0:54 | Instruction
Putting: How to Stop Pulling Your Putts
Saturday, March 17, 2018

You're a fairly good putter inside 15 feet, but you struggle with your touch from long range, which leads to more three-putts than you're comfortable with. Those three-putts, after all, can mean the difference between a really solid round and shooting 3- or 4-over par! Here's a great drill that can help you groove the proper-length stroke from long distance and make those costly three-jacks a thing of the past.


Pace off a 50-foot putt on the practice green and lay your 5-iron down on the green parallel to the line you want the ball to start on. Set your ball down in the middle of the shaft and, using the 5-iron as a guide, swing the putterhead to one end of the club on the backstroke and the other end on the through-stroke — you want to be equidistant on both sides of the ball. Practice this until you can consistently leave your putts hole-high.

Why a 5-iron? The length of the 5-iron shaft represents the perfect stroke length for a putt of 50 feet, and this teaches you how to make solid contact, since that's the only way to consistently get the ball to the hole. If you find that your putts come up too short or too long, change the tempo of your stroke — i.e., make it faster or slower — but DO NOT change the length! If you can learn to control your distance from 50 feet, you'll not only stop three-putting, but those 25- and 30-foot putts will start to look a whole lot easier as well.

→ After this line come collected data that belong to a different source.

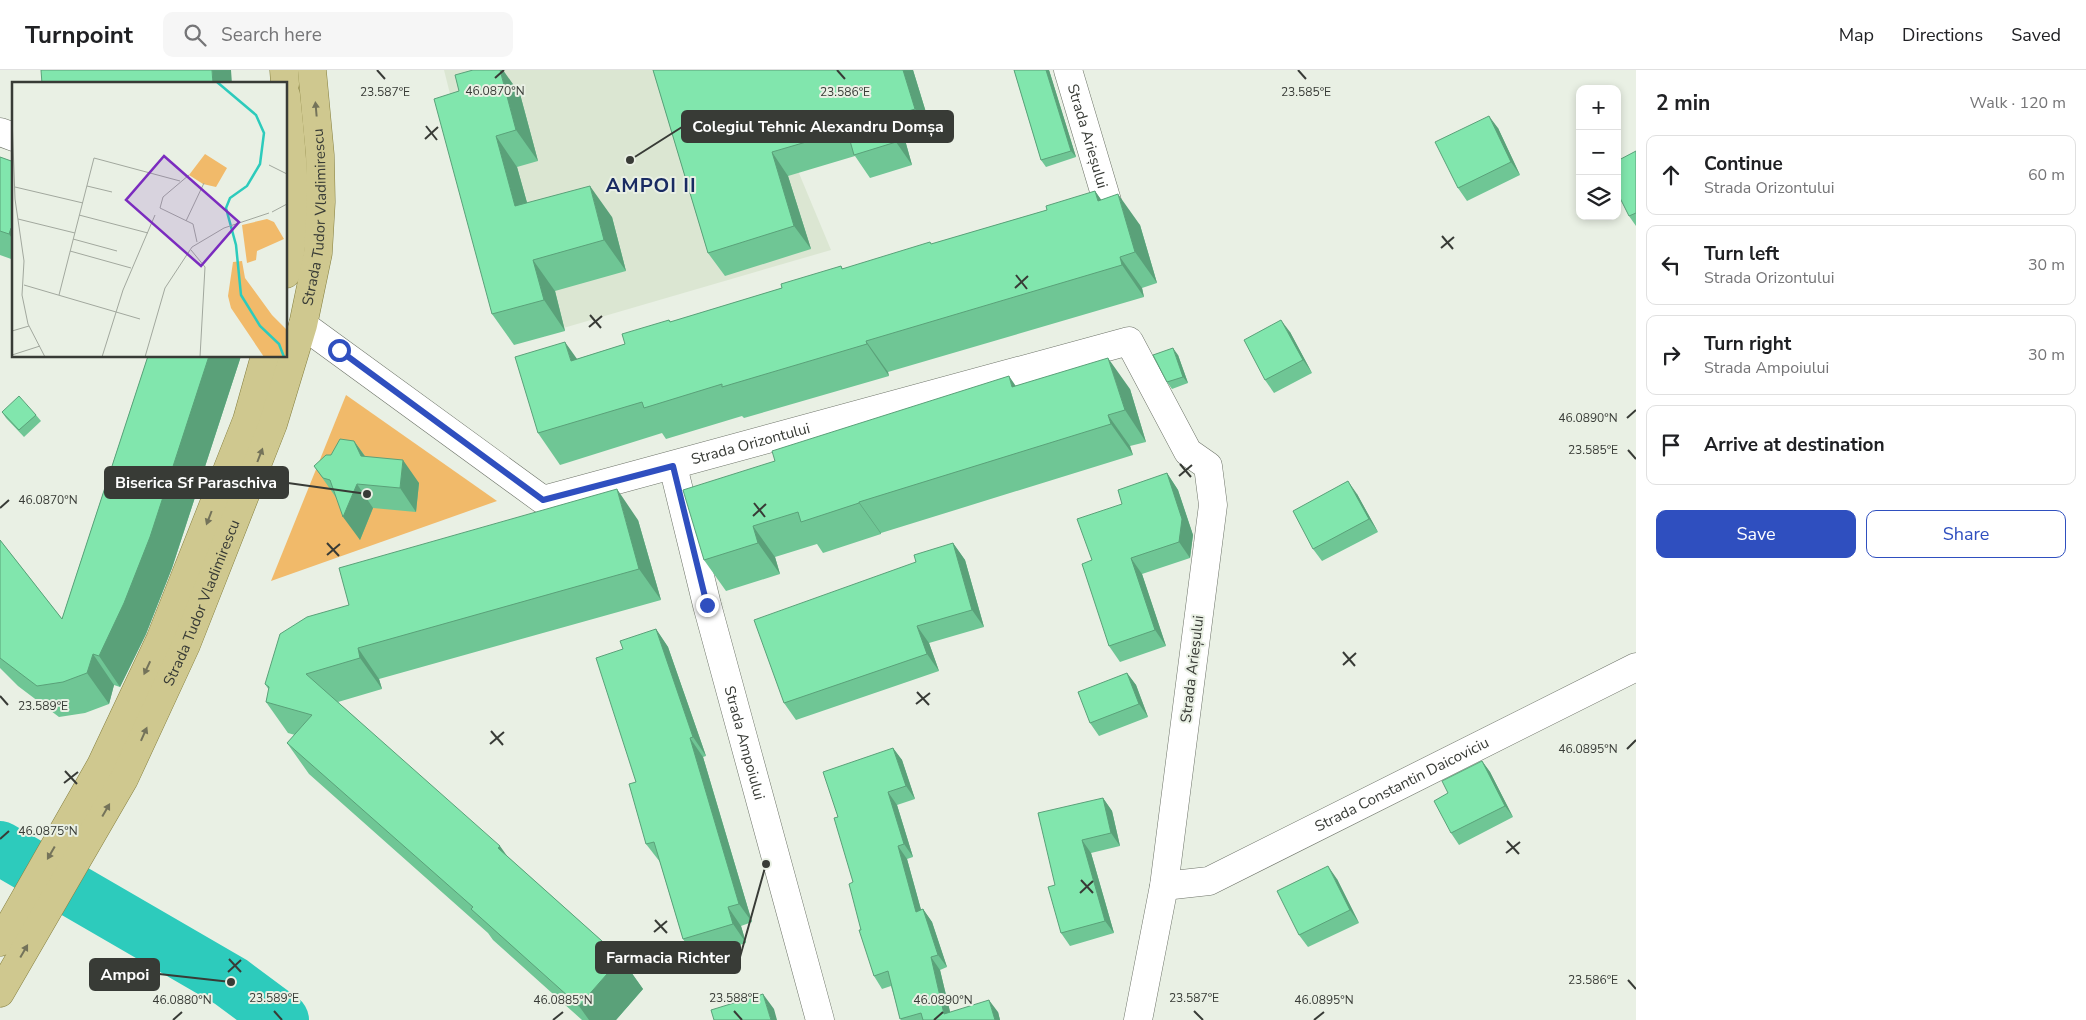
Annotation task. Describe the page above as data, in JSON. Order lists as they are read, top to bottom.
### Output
{
  "streets": {
    "main road": ["Strada Tudor Vladimirescu"],
    "street": [
      "Strada Arieșului",
      "Strada Orizontului",
      "Strada Ampoiului",
      "Strada Constantin Daicoviciu"
    ]
  },
  "crossings": [
    ["Strada Arieșului", "Strada Orizontului"],
    ["Strada Arieșului", "Strada Constantin Daicoviciu"],
    ["Strada Tudor Vladimirescu", "Strada Orizontului"],
    ["Strada Orizontului", "Strada Ampoiului"]
  ],
  "districts": ["AMPOI II"],
  "places": [
    "Colegiul Tehnic Alexandru Domșa",
    "Biserica Sf Paraschiva",
    "Farmacia Richter",
    "Ampoi"
  ],
  "page": {
    "header": "Turnpoint",
    "search": "Search here",
    "nav": ["Map", "Directions", "Saved"],
    "heading": ["2 min", "Walk · 120 m"],
    "map_buttons": ["+", "−"],
    "list": [
      ["Continue", "Strada Orizontului", "60 m"],
      ["Turn left", "Strada Orizontului", "30 m"],
      ["Turn right", "Strada Ampoiului", "30 m"],
      "Arrive at destination"
    ],
    "buttons": ["Save", "Share"]
  },
  "coordinates": [
    "46.0870°N",
    "23.587°E",
    "23.586°E",
    "23.585°E",
    "46.0890°N",
    "23.589°E",
    "46.0895°N",
    "46.0875°N",
    "23.588°E",
    "46.0880°N",
    "46.0885°N"
  ]
}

1. By using a 5-iron shaft to guide the length of your backswing and through-swing, you can groove a stroke that's perfect for a 50-foot lag putt.
Graham Gaches
2. You can use the 5-iron shaft as a yardstick for all of your long putts, regardless of distance. If you've got a putt that's shorter than 50 feet, just swing slower. Facing an even longer putt? Speed your stroke up a bit. The important thing to remember is that the length of your backswing and through-swing should always remain the same!